### RECORDS SHOWN
'''

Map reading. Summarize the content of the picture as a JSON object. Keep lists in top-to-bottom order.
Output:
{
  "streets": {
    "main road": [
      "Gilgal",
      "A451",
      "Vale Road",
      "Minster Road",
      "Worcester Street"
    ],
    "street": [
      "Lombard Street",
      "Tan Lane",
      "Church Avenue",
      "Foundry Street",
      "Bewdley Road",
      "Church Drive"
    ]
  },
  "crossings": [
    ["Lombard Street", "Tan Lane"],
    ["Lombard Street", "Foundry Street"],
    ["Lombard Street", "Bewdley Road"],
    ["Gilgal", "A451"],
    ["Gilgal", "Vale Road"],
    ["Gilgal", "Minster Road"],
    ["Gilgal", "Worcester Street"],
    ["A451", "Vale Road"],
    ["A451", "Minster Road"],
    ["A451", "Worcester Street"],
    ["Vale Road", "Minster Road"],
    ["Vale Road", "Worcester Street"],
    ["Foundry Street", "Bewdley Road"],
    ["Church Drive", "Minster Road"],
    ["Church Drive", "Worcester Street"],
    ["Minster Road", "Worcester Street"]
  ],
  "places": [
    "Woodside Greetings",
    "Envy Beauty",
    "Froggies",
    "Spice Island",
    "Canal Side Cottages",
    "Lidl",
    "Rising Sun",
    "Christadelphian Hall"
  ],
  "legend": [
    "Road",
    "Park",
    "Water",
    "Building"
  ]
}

'''
'''

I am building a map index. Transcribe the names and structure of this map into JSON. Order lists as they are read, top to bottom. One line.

'''
'''

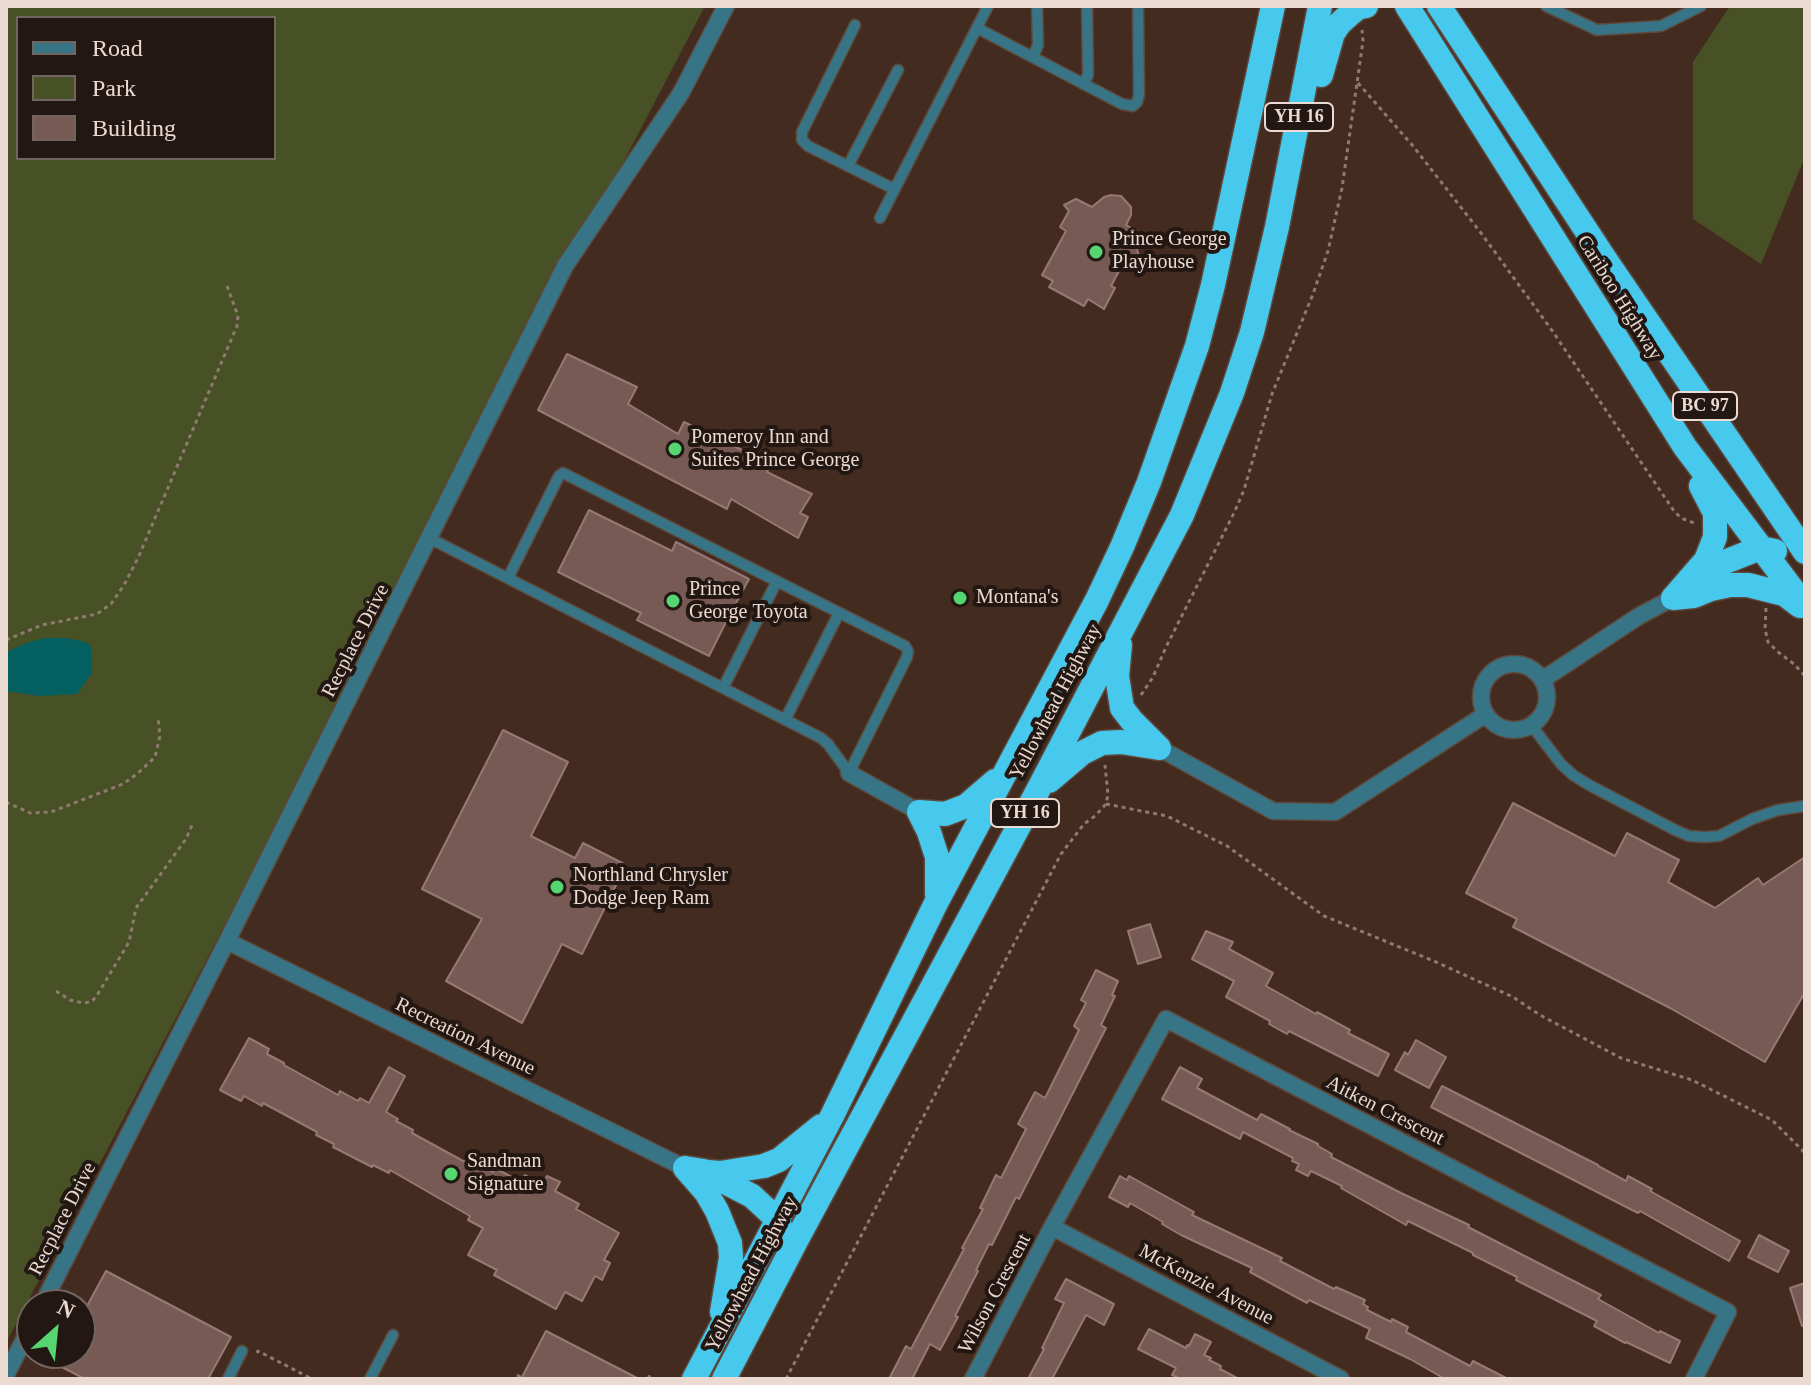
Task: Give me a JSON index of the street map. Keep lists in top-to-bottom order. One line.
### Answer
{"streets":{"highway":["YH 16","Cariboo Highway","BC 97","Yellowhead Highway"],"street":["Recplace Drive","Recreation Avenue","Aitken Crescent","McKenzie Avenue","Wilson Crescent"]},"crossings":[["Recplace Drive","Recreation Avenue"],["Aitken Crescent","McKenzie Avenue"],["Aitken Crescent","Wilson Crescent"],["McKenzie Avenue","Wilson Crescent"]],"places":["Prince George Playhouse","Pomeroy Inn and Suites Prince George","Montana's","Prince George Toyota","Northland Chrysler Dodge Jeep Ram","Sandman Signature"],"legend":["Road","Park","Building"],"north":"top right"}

'''

### YOUR GOAL
Count every line of the records that includes "index", and give that number with no other words.

### ANSWER FOR THIS EXERCISE
2